The group drew the attention of the federal government and the general public to the perceived dangers of the sales and allowing Okoh to continue to oversee BPE, which is in charge of the proposed sales, alleging that he has interest in the entire saga.

The TFG noted that the NIPP was established in 2004, stating that the programme was an intervention that aimed to improve government funding in the critically ailing electricity sector.

Eighteen years past the project’s launch, the petitioners contended that there were contending conversations surrounding the federal government’s proposed sale of five NIPPs.

“Insufficient electricity supply has always been an issue in Nigeria, inhibiting the development of the country’s industries and overall economic growth.
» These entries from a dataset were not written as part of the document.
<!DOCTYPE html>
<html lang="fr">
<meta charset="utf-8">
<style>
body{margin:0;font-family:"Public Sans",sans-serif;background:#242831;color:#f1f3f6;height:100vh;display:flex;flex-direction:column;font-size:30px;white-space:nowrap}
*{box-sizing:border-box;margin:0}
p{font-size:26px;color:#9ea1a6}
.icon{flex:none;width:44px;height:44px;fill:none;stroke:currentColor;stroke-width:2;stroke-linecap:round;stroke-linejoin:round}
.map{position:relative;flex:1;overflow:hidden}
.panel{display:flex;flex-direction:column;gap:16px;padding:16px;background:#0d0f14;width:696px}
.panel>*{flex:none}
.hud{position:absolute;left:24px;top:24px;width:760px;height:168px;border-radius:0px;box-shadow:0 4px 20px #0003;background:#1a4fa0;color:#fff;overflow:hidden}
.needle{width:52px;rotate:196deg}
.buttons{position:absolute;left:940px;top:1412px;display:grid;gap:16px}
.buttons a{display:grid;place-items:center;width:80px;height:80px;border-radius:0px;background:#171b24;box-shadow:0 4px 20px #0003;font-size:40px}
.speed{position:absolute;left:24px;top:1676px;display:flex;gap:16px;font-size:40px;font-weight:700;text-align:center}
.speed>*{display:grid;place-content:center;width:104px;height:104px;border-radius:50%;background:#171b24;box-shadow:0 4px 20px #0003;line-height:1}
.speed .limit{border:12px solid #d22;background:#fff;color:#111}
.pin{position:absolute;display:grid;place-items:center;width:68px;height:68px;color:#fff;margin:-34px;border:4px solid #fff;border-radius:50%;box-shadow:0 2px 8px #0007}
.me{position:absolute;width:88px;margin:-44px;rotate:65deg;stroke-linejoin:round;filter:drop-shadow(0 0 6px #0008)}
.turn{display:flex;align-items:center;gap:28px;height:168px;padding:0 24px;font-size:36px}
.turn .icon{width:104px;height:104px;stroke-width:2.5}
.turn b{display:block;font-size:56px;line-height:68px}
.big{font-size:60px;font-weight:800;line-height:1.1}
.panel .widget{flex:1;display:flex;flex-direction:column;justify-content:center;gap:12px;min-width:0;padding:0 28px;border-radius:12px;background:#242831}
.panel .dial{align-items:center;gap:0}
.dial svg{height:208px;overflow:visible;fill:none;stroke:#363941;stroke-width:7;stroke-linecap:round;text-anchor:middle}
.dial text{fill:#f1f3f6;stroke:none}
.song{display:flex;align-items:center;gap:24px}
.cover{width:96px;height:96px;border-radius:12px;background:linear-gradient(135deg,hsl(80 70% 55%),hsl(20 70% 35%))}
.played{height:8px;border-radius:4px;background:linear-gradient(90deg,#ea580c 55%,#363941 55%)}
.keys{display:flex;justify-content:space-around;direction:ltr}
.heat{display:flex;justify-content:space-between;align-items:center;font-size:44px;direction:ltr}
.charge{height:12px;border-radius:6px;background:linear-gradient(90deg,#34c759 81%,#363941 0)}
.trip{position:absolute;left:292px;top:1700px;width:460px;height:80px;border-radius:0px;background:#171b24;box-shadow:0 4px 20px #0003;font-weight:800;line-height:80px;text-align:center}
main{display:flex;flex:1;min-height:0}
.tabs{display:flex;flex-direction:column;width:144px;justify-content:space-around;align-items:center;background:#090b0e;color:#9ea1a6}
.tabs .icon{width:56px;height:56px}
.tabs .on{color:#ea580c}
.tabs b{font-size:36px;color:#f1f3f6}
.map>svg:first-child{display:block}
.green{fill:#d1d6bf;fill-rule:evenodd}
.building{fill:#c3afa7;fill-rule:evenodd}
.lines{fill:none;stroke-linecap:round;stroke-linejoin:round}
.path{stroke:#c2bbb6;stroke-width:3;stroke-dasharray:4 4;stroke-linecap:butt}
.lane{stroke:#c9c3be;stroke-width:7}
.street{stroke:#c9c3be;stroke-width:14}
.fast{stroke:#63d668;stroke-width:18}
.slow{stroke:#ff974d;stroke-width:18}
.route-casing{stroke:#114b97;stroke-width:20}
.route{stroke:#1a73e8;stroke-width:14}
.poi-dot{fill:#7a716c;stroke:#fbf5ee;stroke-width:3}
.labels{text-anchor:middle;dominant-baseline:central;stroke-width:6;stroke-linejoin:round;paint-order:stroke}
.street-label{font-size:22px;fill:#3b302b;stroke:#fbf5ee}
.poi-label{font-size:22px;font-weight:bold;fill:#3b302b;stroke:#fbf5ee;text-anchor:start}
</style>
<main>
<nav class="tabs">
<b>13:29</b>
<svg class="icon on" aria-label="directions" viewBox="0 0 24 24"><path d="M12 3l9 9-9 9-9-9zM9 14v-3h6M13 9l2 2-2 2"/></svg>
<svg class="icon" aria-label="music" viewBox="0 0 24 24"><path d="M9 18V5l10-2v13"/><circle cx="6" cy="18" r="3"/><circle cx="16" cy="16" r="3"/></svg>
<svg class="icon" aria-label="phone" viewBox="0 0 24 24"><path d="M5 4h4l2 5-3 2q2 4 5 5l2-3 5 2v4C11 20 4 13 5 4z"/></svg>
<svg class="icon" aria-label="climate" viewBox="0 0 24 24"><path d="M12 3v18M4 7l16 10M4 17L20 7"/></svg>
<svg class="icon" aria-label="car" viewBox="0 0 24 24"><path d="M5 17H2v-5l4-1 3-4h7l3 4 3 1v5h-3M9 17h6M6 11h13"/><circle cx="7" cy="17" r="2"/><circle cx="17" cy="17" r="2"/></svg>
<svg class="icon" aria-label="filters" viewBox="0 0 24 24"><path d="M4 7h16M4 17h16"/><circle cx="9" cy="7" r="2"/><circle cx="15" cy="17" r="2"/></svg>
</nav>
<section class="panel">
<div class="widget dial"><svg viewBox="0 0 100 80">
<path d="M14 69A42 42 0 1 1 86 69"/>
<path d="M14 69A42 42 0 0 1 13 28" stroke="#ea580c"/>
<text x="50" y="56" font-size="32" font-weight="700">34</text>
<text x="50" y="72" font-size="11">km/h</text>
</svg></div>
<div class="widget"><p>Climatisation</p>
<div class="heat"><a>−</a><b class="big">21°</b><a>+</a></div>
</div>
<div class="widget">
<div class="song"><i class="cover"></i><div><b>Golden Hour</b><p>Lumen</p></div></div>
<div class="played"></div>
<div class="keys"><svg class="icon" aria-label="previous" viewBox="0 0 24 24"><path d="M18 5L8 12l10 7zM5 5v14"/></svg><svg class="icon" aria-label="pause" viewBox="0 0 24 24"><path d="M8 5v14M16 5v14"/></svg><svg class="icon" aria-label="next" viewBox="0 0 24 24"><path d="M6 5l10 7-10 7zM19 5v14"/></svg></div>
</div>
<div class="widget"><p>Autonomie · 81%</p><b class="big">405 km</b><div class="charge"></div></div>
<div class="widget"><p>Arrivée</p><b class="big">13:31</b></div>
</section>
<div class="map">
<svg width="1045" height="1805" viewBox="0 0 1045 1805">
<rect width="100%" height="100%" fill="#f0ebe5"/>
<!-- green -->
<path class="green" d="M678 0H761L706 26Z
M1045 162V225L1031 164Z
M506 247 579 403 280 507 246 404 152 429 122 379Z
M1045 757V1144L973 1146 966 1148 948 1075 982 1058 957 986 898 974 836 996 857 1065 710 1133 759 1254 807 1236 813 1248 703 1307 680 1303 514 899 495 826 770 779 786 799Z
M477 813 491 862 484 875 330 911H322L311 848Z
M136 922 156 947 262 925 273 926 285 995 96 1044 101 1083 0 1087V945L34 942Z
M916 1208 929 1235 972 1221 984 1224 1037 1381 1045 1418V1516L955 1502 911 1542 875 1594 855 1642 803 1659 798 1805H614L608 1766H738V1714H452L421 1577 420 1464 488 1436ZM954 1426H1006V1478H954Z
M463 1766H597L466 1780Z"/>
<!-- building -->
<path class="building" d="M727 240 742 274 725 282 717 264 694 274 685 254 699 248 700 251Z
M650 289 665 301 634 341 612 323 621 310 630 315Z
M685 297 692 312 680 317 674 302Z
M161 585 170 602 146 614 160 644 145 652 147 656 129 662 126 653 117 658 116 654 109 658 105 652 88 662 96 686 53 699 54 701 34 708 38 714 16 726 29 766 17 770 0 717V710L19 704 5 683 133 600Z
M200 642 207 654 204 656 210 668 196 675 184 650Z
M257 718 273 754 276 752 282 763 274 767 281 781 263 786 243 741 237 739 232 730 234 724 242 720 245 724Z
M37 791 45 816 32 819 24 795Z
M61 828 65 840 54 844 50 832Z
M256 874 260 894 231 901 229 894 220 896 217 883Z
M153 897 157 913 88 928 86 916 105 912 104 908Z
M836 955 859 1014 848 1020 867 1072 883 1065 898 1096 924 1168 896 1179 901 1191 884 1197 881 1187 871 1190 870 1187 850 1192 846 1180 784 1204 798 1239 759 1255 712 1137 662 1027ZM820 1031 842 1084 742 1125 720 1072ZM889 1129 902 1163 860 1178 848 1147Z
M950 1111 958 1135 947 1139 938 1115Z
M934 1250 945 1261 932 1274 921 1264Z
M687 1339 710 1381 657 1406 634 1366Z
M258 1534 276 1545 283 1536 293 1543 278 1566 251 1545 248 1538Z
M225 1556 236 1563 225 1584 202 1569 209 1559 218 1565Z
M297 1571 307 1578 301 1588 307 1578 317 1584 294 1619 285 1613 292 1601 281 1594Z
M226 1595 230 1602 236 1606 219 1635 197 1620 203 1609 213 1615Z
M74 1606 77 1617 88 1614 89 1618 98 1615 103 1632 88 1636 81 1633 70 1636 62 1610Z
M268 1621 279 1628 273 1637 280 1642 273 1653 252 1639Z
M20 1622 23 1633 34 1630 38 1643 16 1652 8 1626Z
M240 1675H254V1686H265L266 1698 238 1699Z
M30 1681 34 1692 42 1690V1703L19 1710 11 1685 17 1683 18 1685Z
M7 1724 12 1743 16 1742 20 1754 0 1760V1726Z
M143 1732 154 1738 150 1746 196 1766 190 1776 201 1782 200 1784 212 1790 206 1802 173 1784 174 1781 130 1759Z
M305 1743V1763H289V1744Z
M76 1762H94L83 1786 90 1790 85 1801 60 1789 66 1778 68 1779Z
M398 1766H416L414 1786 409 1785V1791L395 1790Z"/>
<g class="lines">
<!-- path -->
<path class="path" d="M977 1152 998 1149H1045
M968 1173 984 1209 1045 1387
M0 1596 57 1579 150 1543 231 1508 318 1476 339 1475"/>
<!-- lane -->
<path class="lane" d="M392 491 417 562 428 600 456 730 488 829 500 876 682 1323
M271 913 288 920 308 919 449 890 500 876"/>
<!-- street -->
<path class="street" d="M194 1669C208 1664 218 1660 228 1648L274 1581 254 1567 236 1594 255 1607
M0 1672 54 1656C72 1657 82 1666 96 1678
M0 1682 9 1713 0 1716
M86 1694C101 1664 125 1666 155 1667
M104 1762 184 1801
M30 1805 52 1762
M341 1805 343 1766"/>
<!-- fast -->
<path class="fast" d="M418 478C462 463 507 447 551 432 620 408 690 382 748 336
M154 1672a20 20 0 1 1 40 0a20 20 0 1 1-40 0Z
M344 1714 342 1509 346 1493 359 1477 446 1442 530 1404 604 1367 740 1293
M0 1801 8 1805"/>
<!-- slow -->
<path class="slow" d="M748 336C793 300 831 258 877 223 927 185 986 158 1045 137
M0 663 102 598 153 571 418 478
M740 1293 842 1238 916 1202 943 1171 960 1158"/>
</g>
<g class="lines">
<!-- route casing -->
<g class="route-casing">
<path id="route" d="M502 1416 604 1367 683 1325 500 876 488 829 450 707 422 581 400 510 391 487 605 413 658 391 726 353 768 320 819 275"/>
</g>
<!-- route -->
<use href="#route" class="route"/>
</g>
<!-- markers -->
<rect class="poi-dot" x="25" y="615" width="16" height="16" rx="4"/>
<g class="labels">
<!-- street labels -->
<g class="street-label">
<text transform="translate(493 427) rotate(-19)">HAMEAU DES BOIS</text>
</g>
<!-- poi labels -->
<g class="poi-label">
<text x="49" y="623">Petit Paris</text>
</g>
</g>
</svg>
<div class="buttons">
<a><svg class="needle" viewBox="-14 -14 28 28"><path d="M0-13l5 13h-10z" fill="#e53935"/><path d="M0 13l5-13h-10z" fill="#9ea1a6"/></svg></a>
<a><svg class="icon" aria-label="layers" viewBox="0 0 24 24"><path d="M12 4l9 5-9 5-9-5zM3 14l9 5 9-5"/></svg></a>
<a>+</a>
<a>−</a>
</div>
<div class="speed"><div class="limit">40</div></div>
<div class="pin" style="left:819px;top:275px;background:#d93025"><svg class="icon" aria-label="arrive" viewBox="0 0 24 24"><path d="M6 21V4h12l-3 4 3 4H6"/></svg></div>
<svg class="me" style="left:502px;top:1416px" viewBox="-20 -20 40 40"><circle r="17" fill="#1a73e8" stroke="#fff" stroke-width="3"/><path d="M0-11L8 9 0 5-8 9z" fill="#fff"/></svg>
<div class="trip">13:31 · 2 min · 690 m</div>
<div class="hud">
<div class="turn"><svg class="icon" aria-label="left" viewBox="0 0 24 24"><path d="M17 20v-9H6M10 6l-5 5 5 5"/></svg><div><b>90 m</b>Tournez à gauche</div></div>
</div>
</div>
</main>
“In 2004, President Olusegun Obasanjo’s administration launched the NIPP to address the challenge of power generation specifically. The project’s objectives also included curtailing the immoderate gas flaring from oil exploration,” the group stated.

While noting the objection of the House of Representatives to the sale of the five power plants located in Geregu, Omotosho, Olorunshogo, Calabar and Benin-Ihovbor, through BPE, which had as of 2022, gulped about $7.875 billion, it, however, lamented that ‘‘the federal government’s decision to sell 25 key national assets, particularly the five NIPPs has been one bitter pill very difficult for Nigerians to swallow.”

While the country was still grappling with epileptic power supply despite several billions so far sunk into the power sector, TFG said it was totally distasteful for a government to contemplate selling such critical infrastructure now.

It noted further that the consequences of such sales in the country and Nigerians far outweighed its benefits, adding that almost eight years after the privatisation of the power sector in 2014, there had not been any visible improvement in terms of power supply, expansion or investments by the new owners of distribution and generation assets.

‘‘A dime has never been declared as profit for the government’s 40 per cent asset ownership in the privatised companies till date. It has been a pitiable tale of ‘private gains, public losses.

“Yet the federal government rather than make these companies work effectively by demanding probity and accountability, is lamentably determined to discard another set of critical economic assets, with a flimsy and brazen reason to fund 2023 budget,” it added.